The task ▸
Beginning at the top of the data below, restate every line word for word until the line containing "border:8px solid #d22;" has been included, and omit the pictures.

Extracted data entries:
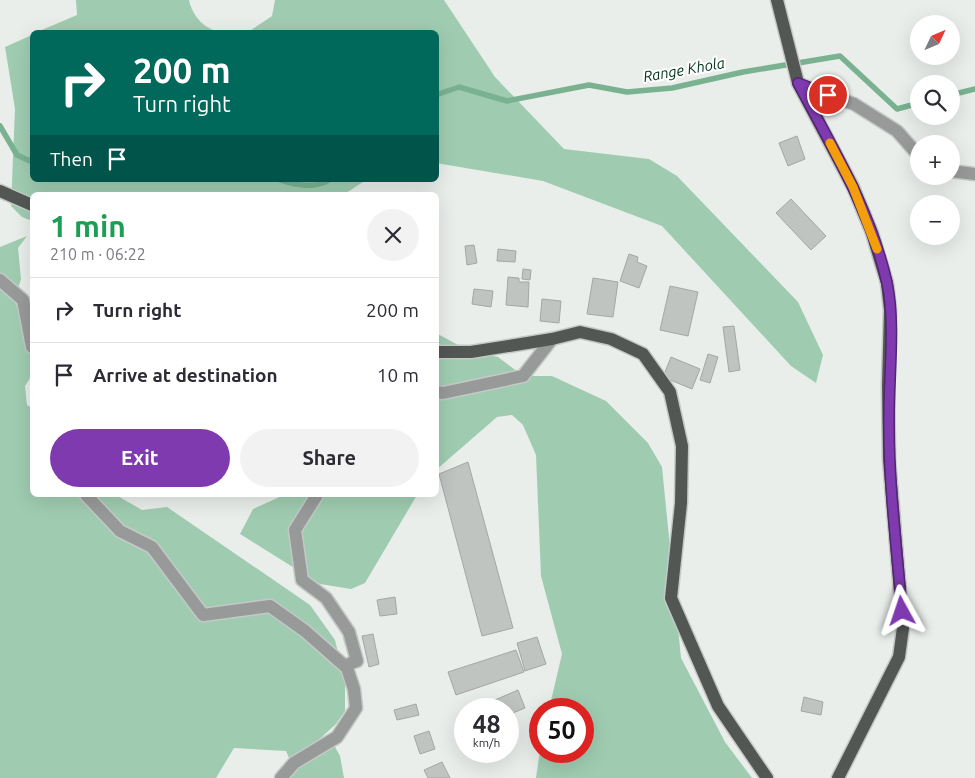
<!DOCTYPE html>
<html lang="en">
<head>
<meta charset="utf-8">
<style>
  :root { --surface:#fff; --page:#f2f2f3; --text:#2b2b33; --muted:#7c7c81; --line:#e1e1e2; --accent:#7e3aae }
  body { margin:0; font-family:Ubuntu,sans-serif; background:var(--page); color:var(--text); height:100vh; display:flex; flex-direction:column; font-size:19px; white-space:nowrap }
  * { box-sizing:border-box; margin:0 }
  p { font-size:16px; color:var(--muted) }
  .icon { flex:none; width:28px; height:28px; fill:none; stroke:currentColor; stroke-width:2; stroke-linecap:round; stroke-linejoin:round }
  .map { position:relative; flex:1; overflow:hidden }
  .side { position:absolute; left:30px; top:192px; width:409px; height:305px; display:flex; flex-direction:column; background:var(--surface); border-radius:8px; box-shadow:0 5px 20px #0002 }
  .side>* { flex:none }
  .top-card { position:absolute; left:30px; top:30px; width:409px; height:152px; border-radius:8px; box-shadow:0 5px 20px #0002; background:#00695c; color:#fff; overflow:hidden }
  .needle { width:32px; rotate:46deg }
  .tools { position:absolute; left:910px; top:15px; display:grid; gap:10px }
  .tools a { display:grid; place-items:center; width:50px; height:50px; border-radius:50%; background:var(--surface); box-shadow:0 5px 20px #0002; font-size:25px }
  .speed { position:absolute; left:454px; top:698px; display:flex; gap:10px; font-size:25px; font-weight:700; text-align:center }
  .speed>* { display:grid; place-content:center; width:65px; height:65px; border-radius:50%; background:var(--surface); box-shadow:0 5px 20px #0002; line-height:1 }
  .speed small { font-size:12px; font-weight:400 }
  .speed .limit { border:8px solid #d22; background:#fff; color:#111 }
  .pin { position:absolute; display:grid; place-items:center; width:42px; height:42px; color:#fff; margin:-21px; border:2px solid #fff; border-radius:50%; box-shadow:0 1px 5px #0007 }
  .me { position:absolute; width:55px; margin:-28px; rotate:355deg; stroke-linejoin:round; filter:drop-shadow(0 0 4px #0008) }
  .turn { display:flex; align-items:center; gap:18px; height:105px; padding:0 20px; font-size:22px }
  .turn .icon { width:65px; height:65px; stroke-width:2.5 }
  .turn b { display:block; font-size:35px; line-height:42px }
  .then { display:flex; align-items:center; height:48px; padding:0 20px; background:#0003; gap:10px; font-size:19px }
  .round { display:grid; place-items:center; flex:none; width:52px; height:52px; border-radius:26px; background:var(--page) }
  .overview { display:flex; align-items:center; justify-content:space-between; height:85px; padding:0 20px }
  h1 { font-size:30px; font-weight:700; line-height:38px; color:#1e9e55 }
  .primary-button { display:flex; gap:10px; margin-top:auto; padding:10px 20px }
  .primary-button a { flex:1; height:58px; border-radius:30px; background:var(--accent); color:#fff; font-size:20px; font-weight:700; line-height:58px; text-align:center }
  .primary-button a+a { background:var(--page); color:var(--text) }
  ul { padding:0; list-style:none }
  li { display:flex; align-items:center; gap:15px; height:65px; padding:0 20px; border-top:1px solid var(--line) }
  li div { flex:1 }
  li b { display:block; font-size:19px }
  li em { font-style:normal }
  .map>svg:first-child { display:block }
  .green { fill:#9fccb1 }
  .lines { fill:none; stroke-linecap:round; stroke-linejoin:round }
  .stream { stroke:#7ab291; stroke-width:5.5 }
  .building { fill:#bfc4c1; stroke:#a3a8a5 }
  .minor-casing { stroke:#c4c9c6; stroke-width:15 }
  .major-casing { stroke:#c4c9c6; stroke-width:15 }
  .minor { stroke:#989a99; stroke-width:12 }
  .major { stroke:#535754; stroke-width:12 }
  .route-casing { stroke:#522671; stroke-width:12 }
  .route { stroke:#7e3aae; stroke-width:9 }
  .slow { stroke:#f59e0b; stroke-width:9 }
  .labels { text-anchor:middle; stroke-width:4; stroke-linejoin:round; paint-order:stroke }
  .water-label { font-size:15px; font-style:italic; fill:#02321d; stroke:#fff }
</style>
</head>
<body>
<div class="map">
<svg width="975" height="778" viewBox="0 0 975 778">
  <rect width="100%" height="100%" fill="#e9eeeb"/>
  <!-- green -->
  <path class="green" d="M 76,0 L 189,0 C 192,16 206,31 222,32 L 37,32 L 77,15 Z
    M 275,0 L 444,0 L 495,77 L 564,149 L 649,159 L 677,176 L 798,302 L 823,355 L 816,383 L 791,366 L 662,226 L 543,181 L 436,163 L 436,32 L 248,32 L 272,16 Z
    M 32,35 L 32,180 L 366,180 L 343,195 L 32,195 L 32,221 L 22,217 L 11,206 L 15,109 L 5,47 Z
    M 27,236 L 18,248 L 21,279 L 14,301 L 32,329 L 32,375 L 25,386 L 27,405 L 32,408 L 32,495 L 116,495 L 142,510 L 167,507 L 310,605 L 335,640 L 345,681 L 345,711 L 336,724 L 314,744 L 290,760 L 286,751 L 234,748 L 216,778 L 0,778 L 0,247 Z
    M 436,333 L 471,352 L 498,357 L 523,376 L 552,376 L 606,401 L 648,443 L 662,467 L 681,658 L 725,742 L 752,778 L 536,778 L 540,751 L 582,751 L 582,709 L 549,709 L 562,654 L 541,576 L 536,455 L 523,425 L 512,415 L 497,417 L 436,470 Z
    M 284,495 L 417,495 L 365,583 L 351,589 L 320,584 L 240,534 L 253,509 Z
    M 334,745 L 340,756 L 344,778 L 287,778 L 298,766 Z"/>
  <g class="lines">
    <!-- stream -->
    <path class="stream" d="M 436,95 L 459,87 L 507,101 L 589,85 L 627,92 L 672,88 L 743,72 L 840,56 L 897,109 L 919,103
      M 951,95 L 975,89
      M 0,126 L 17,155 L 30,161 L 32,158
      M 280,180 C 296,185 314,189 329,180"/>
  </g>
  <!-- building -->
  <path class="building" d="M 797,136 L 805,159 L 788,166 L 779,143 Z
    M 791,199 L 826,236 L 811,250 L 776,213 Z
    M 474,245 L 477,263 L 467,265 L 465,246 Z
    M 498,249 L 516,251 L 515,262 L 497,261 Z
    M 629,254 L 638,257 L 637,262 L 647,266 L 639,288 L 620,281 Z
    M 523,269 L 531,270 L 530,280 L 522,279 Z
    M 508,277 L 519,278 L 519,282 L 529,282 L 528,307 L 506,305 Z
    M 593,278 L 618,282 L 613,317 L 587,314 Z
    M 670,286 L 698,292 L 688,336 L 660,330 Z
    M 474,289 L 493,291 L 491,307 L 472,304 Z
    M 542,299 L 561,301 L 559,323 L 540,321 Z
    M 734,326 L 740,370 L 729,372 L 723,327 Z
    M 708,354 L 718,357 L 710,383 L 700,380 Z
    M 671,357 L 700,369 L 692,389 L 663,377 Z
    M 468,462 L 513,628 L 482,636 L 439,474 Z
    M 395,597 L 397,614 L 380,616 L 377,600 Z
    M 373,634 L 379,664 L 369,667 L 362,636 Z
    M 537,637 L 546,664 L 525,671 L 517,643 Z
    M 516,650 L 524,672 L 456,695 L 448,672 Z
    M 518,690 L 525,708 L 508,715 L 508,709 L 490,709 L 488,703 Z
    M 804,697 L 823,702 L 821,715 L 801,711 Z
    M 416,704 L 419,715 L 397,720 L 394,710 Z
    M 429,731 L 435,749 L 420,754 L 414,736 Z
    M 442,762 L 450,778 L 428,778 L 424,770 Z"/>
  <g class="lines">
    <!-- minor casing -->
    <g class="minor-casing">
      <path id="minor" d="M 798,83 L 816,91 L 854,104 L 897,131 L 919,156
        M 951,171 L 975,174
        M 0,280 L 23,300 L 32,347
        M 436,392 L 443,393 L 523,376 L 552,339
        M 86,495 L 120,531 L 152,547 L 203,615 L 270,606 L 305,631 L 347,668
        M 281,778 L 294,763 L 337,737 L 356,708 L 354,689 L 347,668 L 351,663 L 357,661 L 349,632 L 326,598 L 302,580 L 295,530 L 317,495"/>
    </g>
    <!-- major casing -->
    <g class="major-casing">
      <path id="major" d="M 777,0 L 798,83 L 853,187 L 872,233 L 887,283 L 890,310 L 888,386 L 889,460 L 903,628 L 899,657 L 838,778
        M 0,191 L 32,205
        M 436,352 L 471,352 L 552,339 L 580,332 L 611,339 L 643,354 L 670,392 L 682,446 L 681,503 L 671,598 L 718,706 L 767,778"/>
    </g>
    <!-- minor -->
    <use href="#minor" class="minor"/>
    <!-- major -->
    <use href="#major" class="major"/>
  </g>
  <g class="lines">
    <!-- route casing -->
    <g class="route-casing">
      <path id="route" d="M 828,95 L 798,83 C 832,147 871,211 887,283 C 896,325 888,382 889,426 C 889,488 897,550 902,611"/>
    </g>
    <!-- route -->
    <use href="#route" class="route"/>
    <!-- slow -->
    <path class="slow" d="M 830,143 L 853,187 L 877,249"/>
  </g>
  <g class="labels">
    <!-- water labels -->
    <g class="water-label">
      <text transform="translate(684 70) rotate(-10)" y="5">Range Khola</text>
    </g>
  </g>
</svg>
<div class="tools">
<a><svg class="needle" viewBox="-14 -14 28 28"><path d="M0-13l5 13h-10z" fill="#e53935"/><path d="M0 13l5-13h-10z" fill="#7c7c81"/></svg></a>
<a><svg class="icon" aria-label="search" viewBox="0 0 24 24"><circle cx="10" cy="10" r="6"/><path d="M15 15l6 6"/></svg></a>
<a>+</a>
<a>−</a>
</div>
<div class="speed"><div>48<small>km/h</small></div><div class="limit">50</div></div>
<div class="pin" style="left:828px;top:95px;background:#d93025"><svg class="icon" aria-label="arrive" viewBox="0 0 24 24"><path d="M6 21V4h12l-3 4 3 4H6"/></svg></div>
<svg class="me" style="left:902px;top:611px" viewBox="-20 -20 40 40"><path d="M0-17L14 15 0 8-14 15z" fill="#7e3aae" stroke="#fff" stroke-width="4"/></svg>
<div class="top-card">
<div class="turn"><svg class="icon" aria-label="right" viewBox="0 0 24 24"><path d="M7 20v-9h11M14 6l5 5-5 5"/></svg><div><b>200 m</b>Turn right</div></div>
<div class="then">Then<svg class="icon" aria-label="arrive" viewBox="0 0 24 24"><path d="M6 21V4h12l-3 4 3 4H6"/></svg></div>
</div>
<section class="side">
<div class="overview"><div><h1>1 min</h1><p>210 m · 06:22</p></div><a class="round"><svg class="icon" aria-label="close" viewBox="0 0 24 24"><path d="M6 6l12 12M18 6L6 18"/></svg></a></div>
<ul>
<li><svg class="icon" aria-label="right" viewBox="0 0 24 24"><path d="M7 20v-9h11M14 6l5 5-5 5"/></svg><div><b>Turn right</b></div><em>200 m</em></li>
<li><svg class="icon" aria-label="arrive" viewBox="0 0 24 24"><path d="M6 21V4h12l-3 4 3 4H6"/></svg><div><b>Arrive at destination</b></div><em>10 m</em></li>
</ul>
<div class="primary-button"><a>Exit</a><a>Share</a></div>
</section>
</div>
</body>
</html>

Solution below ▸
<!DOCTYPE html>
<html lang="en">
<head>
<meta charset="utf-8">
<style>
  :root { --surface:#fff; --page:#f2f2f3; --text:#2b2b33; --muted:#7c7c81; --line:#e1e1e2; --accent:#7e3aae }
  body { margin:0; font-family:Ubuntu,sans-serif; background:var(--page); color:var(--text); height:100vh; display:flex; flex-direction:column; font-size:19px; white-space:nowrap }
  * { box-sizing:border-box; margin:0 }
  p { font-size:16px; color:var(--muted) }
  .icon { flex:none; width:28px; height:28px; fill:none; stroke:currentColor; stroke-width:2; stroke-linecap:round; stroke-linejoin:round }
  .map { position:relative; flex:1; overflow:hidden }
  .side { position:absolute; left:30px; top:192px; width:409px; height:305px; display:flex; flex-direction:column; background:var(--surface); border-radius:8px; box-shadow:0 5px 20px #0002 }
  .side>* { flex:none }
  .top-card { position:absolute; left:30px; top:30px; width:409px; height:152px; border-radius:8px; box-shadow:0 5px 20px #0002; background:#00695c; color:#fff; overflow:hidden }
  .needle { width:32px; rotate:46deg }
  .tools { position:absolute; left:910px; top:15px; display:grid; gap:10px }
  .tools a { display:grid; place-items:center; width:50px; height:50px; border-radius:50%; background:var(--surface); box-shadow:0 5px 20px #0002; font-size:25px }
  .speed { position:absolute; left:454px; top:698px; display:flex; gap:10px; font-size:25px; font-weight:700; text-align:center }
  .speed>* { display:grid; place-content:center; width:65px; height:65px; border-radius:50%; background:var(--surface); box-shadow:0 5px 20px #0002; line-height:1 }
  .speed small { font-size:12px; font-weight:400 }
  .speed .limit { border:8px solid #d22; background:#fff; color:#111 }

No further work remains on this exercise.